I spend most of my working day talking to LLMs. Architecture reviews, writing infrastructure runbooks, drafting proposals, working through tricky Terraform. For the professional and personal stuff where I’d rather not have my prompts sent to a third-party API, I run models locally.
The stack is simple: Ollama to manage and serve models, Open WebUI as the browser-based interface, both running in Docker on my home lab.
Why Local?
Three reasons:
- Privacy: Conversations about client infrastructure, internal architecture, or anything commercially sensitive don’t leave my machine
- Cost: No API bills. I run local models as much as I can, and use cloud APIs only when the task genuinely requires it
- Latency when offline: Flights, trains, remote sites — local models work without a connection
The tradeoff is capability. Local models at reasonable hardware constraints are behind the frontier models. But for a large fraction of daily tasks, they’re good enough.
Hardware
Ollama runs on my Proxmox host (the gaming laptop described in my homelab post). The CPU-only inference is usable for smaller models — Llama 3.2 3B runs at a comfortable speed, and Mistral 7B is acceptable for non-latency-sensitive tasks.
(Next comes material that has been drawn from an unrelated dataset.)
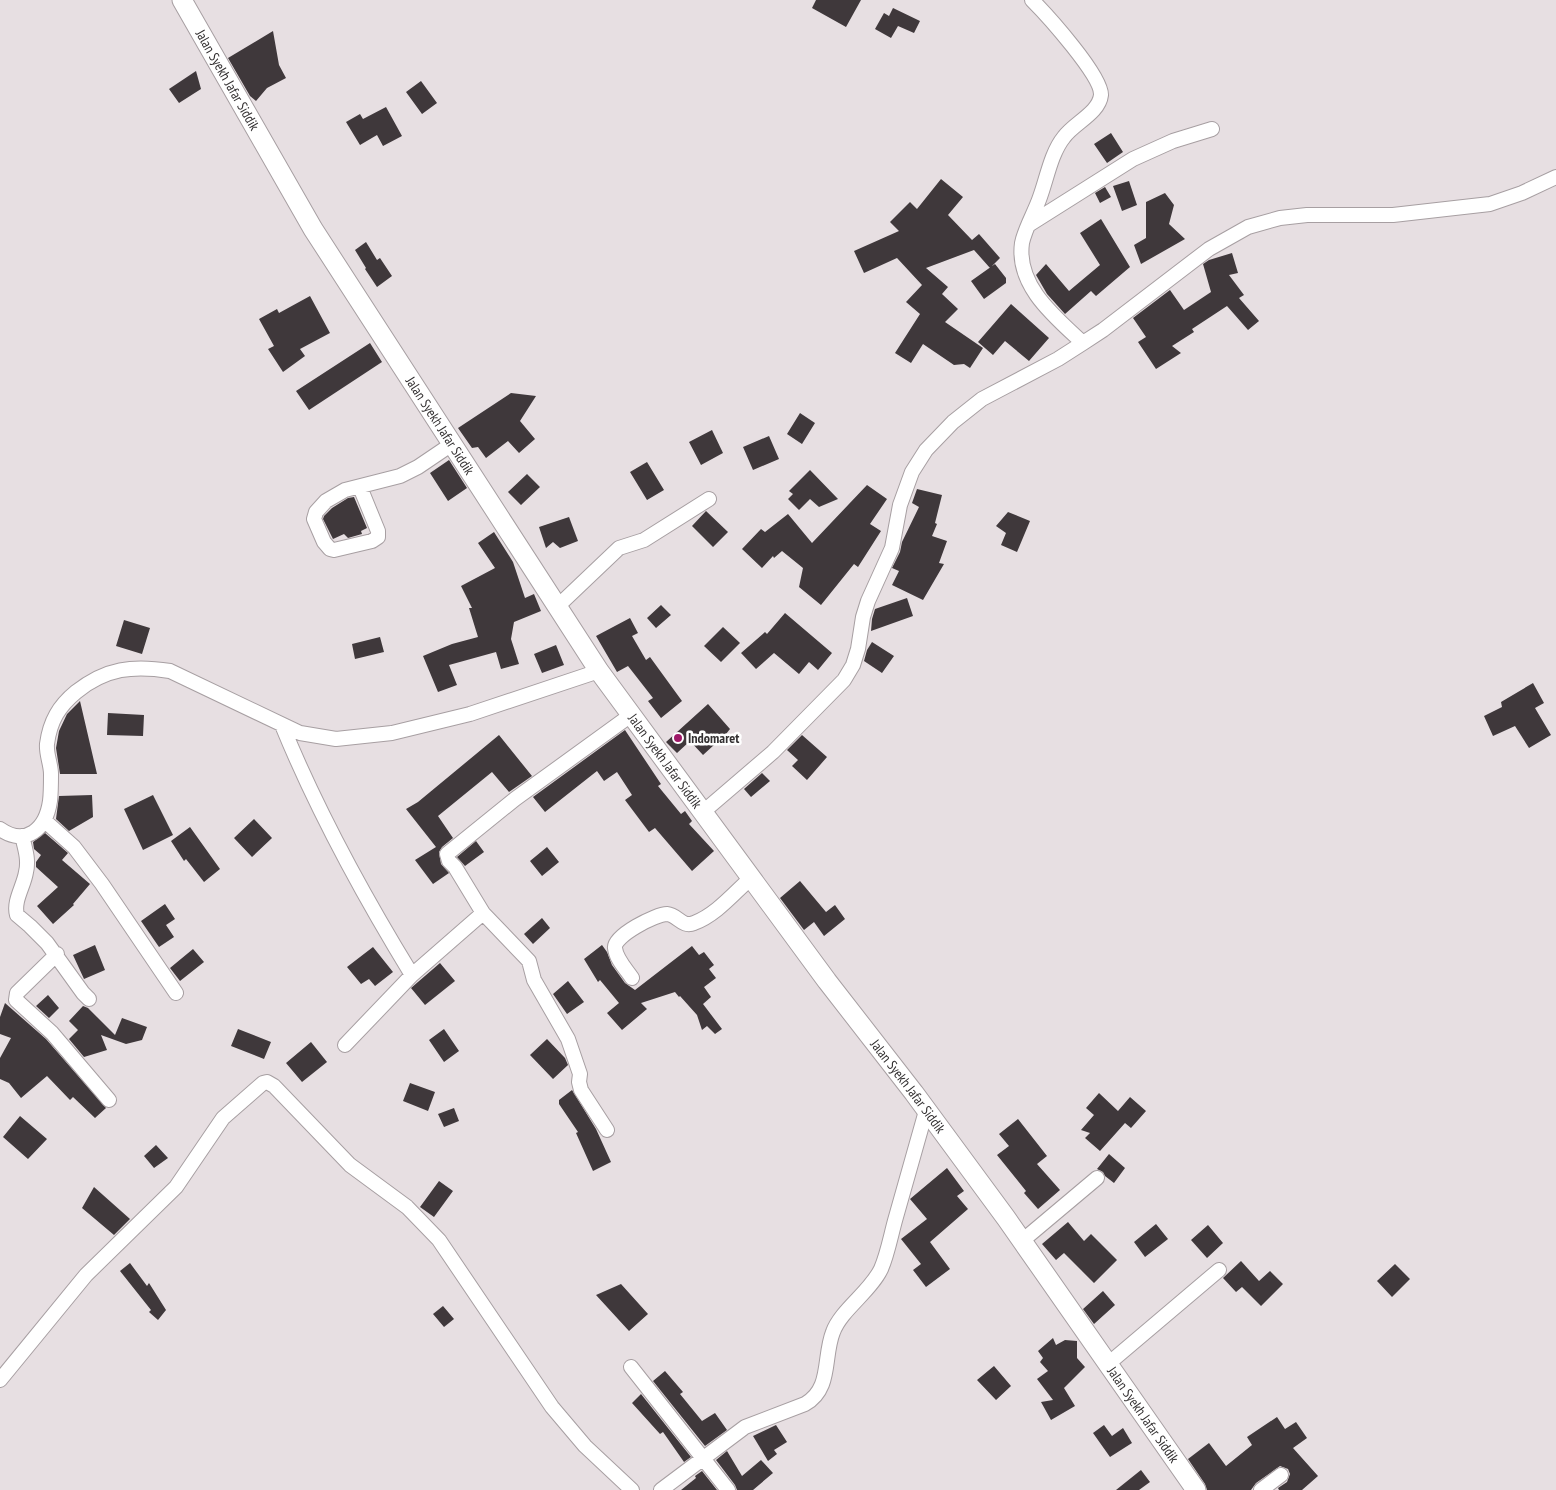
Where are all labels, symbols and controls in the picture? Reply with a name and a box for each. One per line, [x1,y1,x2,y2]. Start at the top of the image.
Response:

If you have a machine with a CUDA GPU, inference speed improves dramatically. On a laptop without GPU passthrough to the VM, I’m CPU-bound.
Setup
Ollama
# On the host or in a Docker container
curl -fsSL https://ollama.com/install.sh | sh
# Pull models
ollama pull llama3.2:3b
ollama pull mistral:7b
ollama pull nomic-embed-text # for embeddings / RAG
Ollama runs as a systemd service and listens on port 11434. It handles model storage, versioning, and GPU/CPU dispatch automatically.
Open WebUI via Docker
# docker-compose.yml
services:
open-webui:
image: ghcr.io/open-webui/open-webui:main
container_name: open-webui
volumes:
- open-webui:/app/backend/data
ports:
- "3000:8080"
environment:
- OLLAMA_BASE_URL=http://host.docker.internal:11434
extra_hosts:
- "host.docker.internal:host-gateway"
restart: unless-stopped
volumes:
open-webui:
Open WebUI gives you a ChatGPT-like interface with conversation history, model switching, system prompt configuration, and RAG (retrieval-augmented generation) if you want to chat with documents.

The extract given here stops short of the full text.